VisSched: An Auction based Scheduler for Vision Workloads on Heterogeneous Processors
In this blog, I will be discussing my recent research work on scheduling vision workloads on heterogeneous processors by exploiting the phase behavior in the execution of these workloads. Moreover, this scheduling scheme uses auction theory with modified payoffs and bids such that the algorithm is theoretically starvation-free. This work has been presented as a poster at DAC 2020, and as a full paper at ESWEEK CASES 2020. It is published in IEEE Transactions on Computer-Aided Design of Integrated Circuits and Systems (IEEE TCAD).
Due to an upsurge in the number of IoT, and mobile devices that support computer vision and image processing applications, there has been an emergence of new benchmark suites. The peculiar characteristic of these benchmark suites is that they share a lot of common code kernels. Due to the limited compute capability of the IoT devices, these applications are often offloaded to the cloud servers.
Now, the conventional way to accelerate these applications is to use FPGAs or GPUs. However, these devices do not support multi-application concurrency very efficiently.

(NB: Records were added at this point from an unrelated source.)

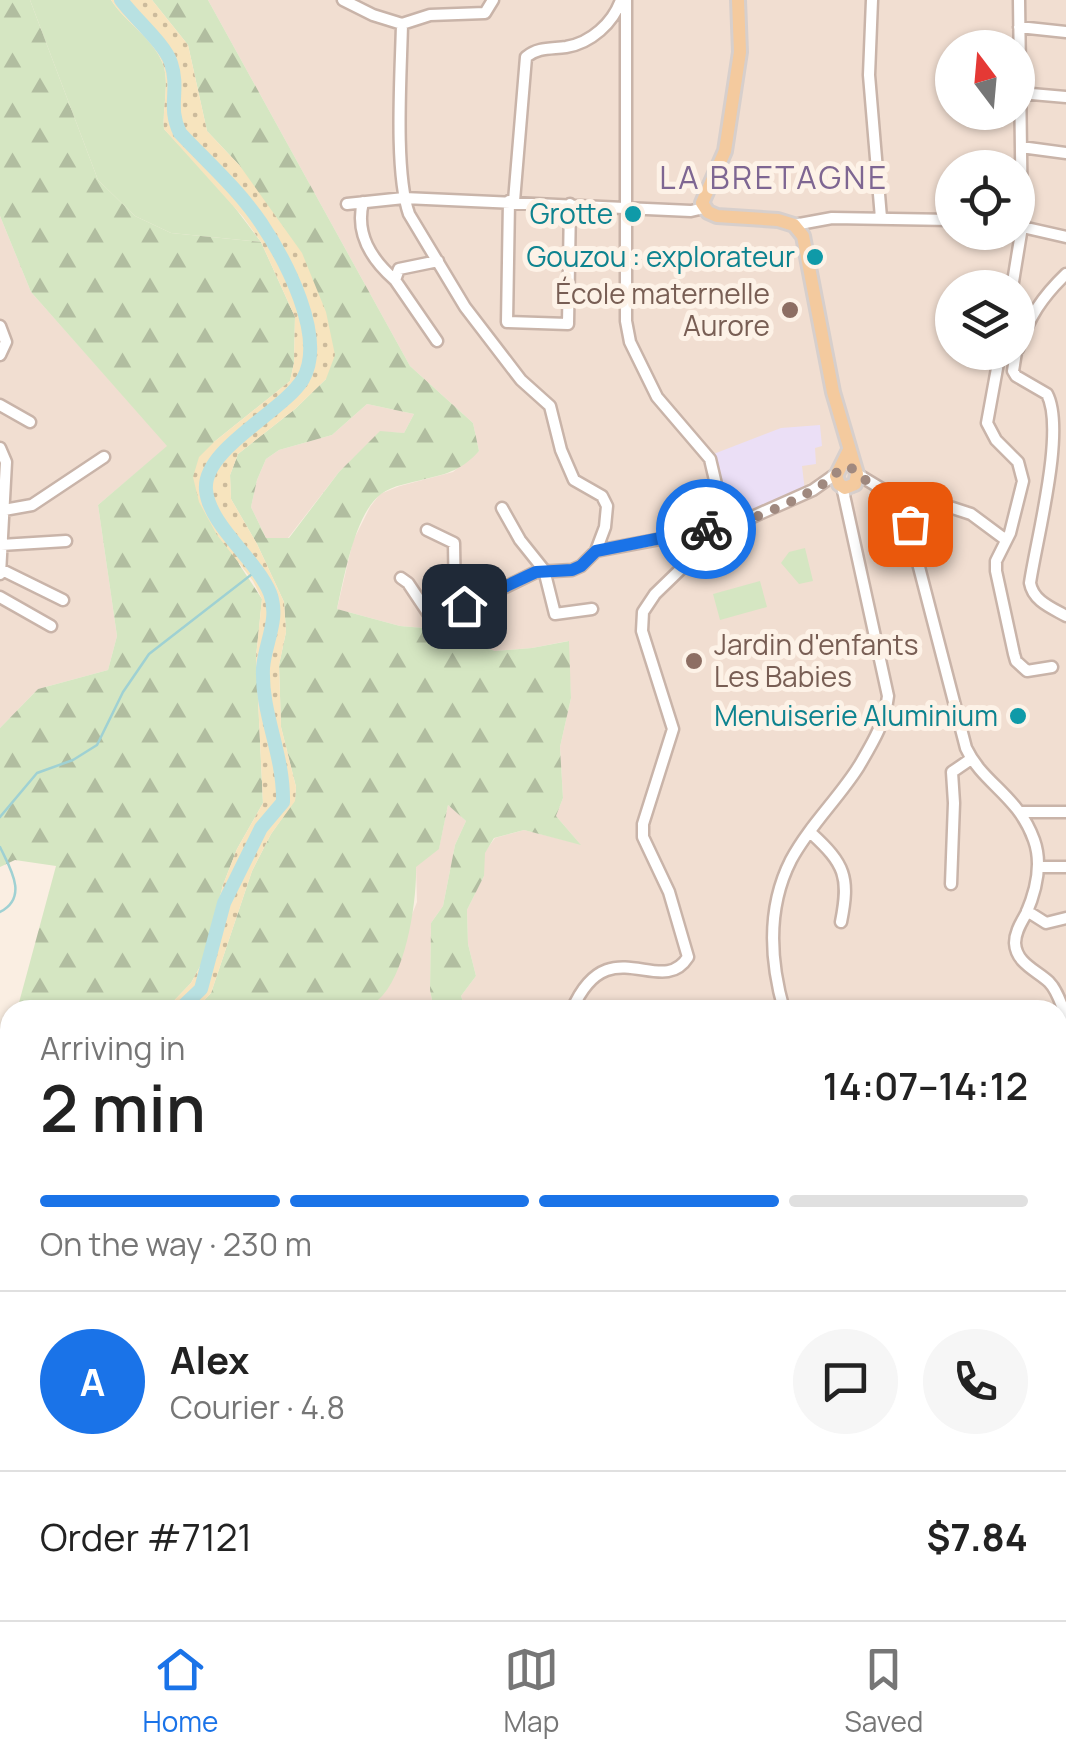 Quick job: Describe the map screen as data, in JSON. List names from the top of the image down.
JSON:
{
  "districts": ["LA BRETAGNE"],
  "places": [
    "Grotte",
    "Gouzou : explorateur",
    "École maternelle Aurore",
    "Jardin d'enfants Les Babies",
    "Menuiserie Aluminium"
  ],
  "north": "top",
  "page": {
    "heading": ["2 min", "Arriving in", "14:07–14:12"],
    "panel": [
      "Alex",
      "Courier · 4.8",
      "Order #7121",
      "$7.84"
    ],
    "bar": "On the way · 230 m",
    "round": "A",
    "tabs": ["Home", "Map", "Saved"]
  }
} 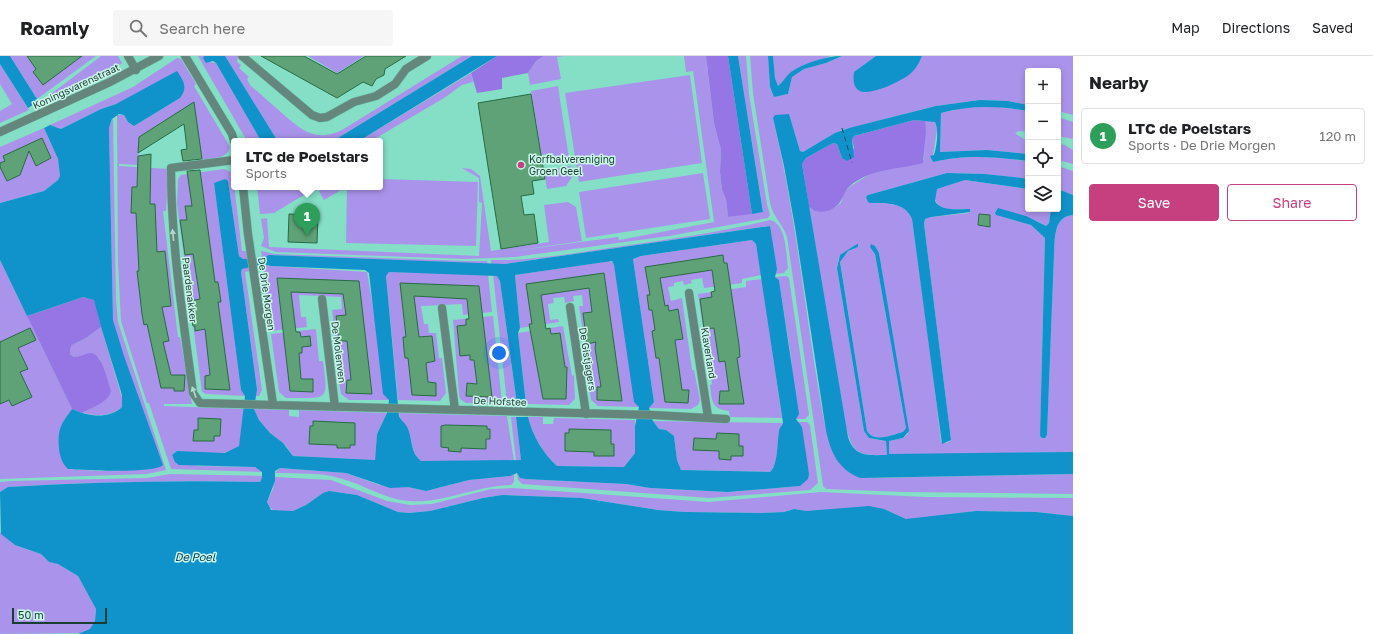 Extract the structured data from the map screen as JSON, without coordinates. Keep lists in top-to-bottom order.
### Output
{
  "streets": {
    "street": [
      "Koningsvarenstraat",
      "Paardenakker",
      "De Drie Morgen",
      "De Molenven",
      "Klaverland",
      "De Gistjagers",
      "De Hofstee"
    ]
  },
  "crossings": [
    ["Paardenakker", "De Drie Morgen"],
    ["Paardenakker", "De Hofstee"],
    ["De Drie Morgen", "De Hofstee"],
    ["De Molenven", "De Hofstee"],
    ["Klaverland", "De Hofstee"],
    ["De Gistjagers", "De Hofstee"]
  ],
  "water": ["De Poel"],
  "places": ["Korfbalvereniging Groen Geel"],
  "scale_bar": "50 m",
  "page": {
    "header": "Roamly",
    "search": "Search here",
    "nav": ["Map", "Directions", "Saved"],
    "heading": "Nearby",
    "map_buttons": ["+", "−"],
    "list": [
      {
        "mark": "1",
        "name": "LTC de Poelstars",
        "note": "Sports · De Drie Morgen",
        "value": "120 m"
      }
    ],
    "popup": ["LTC de Poelstars", "Sports"],
    "buttons": ["Save", "Share"],
    "pins": "1",
    "scale": "50 m"
  }
} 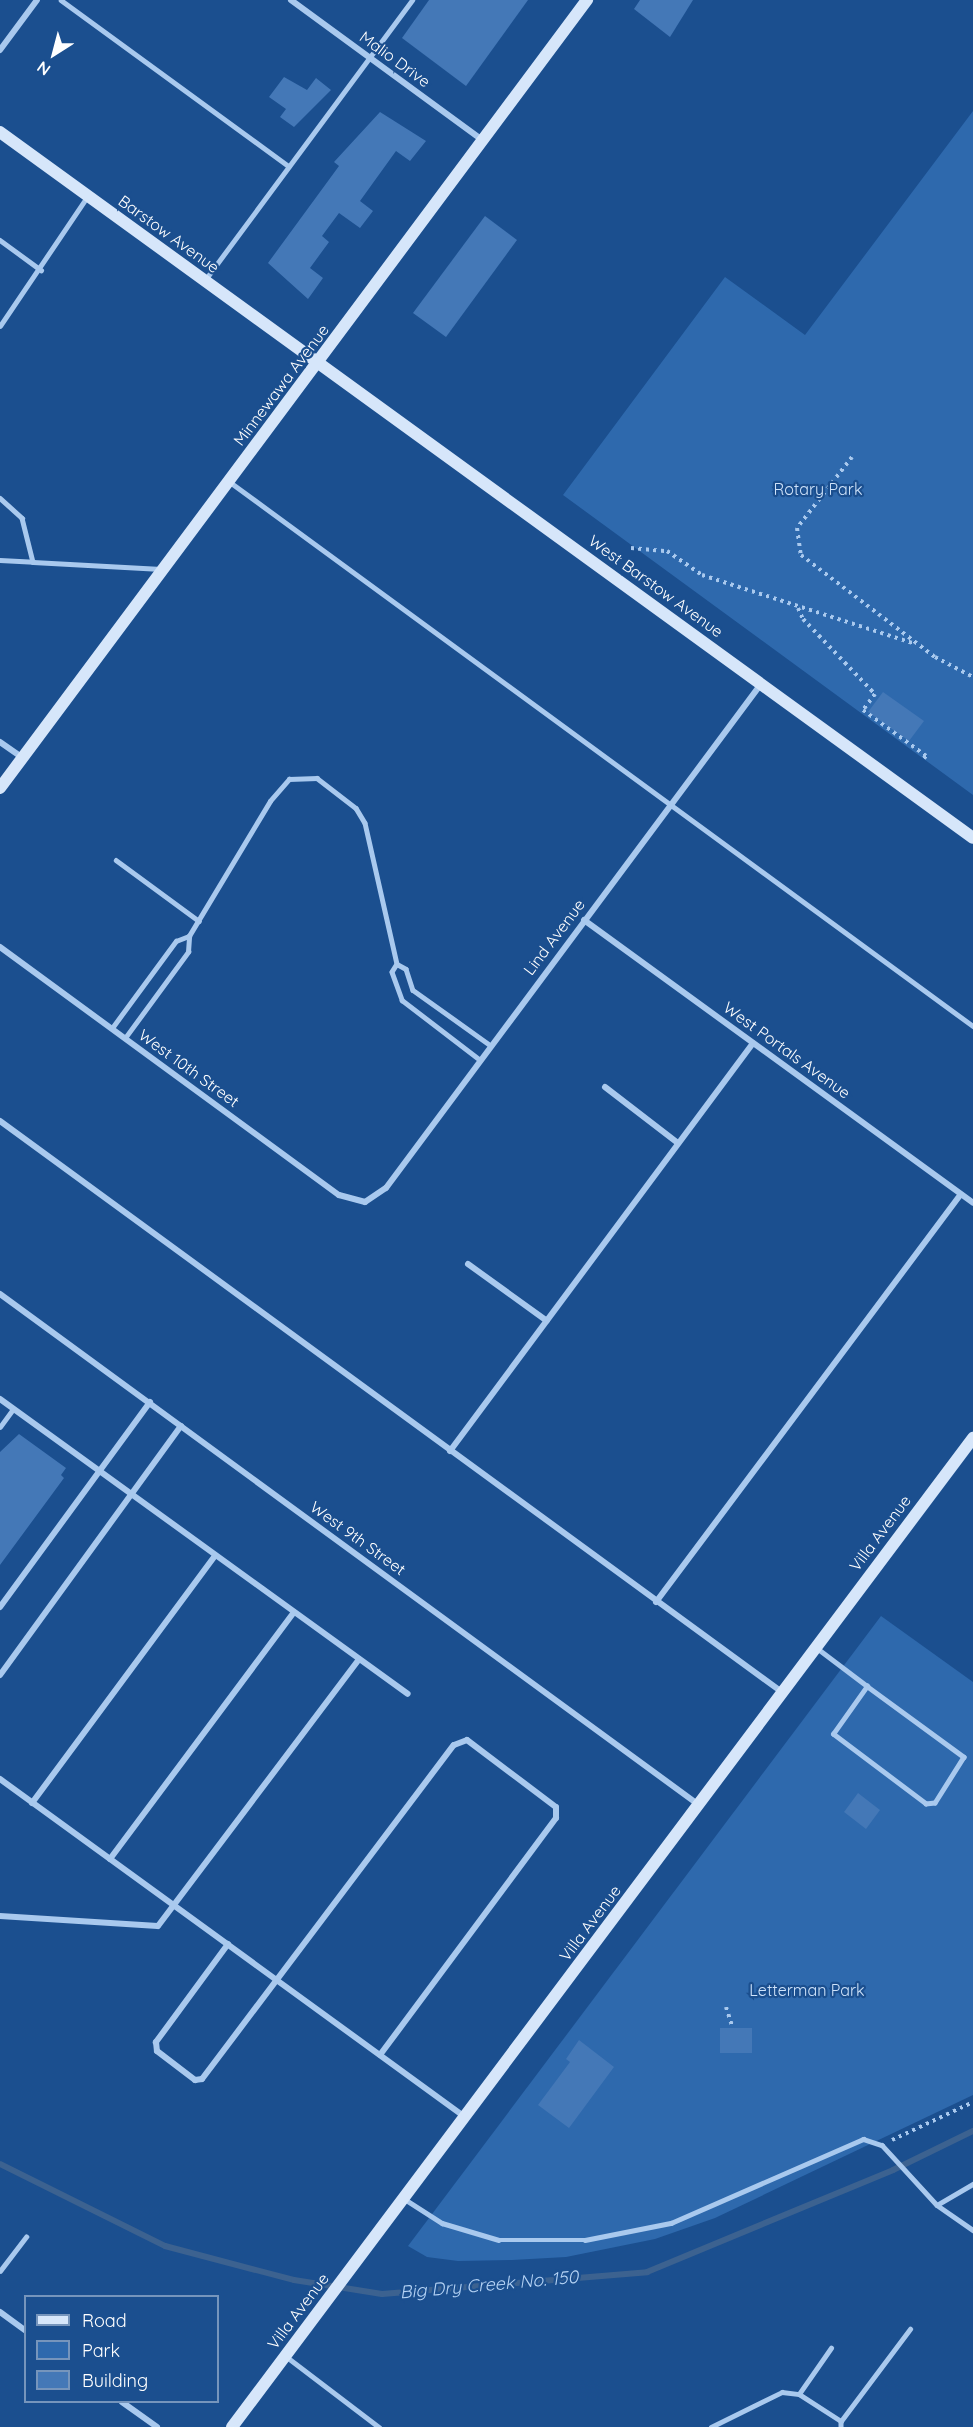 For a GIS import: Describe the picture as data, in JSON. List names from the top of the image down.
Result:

In fact, there are multiple such predictors  that predict the performance of multi-application concurrency on GPUs with the help of CPU statistics before actually deploying such applications on a GPU. Moreover, we target the applications that work well on multicore CPUs and hence we develop specialized scheduling algorithms for them on the asymmetric multicores.
Figure 1 shows the general scheduling setup where N threads compete amongst themselves to gain a scheduling quantum on K resources. This is a complicated problem, however, it fits rightly in the auction theoretic framework. Our overall approach is shown in Figure 2.
Nash Equilibrium is an important concept in Game Theory. The setting assumes multiple players with strategies and payoffs/utilities. In our case, the threads will be the players and they will have a virtual wallet that will be used in the bidding process. The highest bidder will get to execute on the core.
Nash Equilibrium is basically a stable operating point of the strategies for the players. No player can unilaterally change its strategy without getting worse off.
Let us consider the standard Bob and Alice problem, where both of them are given some pocket money by their moms to buy an ice-cream. Both the kids want to get the ice-cream as well as save some money for buying a toy. Figure 3 explains the setup and the scenarios that can occur.
Based on the scenarios in Figure 3, the bid will be some fraction of the wallet balance (W).
Bid = μ * W
The utility or payoff is defined as the satisfaction or advantage that a player gets by consuming a resource, good, or service.
Utility = (1-μ) * W; for winner, 0; for loser
Let us complicate the scenario such that the ice-cream vendor is able to differentiate between the kids who are really needy and those who do not value the ice-cream. We introduce an auctioneer’s fee (F) to quantify the same. The equations then become:
Bid = μ * (W-F)
Utility = (1-μ) * (W-F) ;for winner, 0; for loser
Let us now extend the formulation to the scheduling problem. Unlike Bob and Alice's one-time ice-cream purchasing competition, a scheduling problem involves multiple such competitions among the threads at every scheduling quantum. In such cases, we need to incentivize the players to bid in the current round and not save their money for the future auction rounds. Thus, we introduce a winner’s bonus to tempt the players to bid, win, and get the bonus added to their wallet. Thus the equation for utility now becomes:
Utility = (1-μ) * (W-F) + B; for winner, 0; for loser
Another decision that we need to make is regarding the policy to update the wallet balance after every auction round. For the winner, it can be equal to its utility, however, for the loser, we cannot let it retain its old wallet balance. This is because the loser will then continue losing forever and there will be starvation, which is an undesirable phenomenon in a scheduling problem. Thus, we introduce a loser’s subsidy (L) to increment the loser’s wallet balance by a small amount after every auction round. The new wallet balance then becomes:
Wallet (W_new) = (1-μ) * (W-F) + B; for winner,
Wallet (W_new) =W_old + L; for loser
We use these results from game theory to calculate the Nash Equilibrium:
If the distributions of W-F and B are the same for all the N players, then ∀ i ∈ N, μ_i = (N-1)/N, else we find the equilibrium strategies using Monte Carlo simulations accelerated by AI techniques.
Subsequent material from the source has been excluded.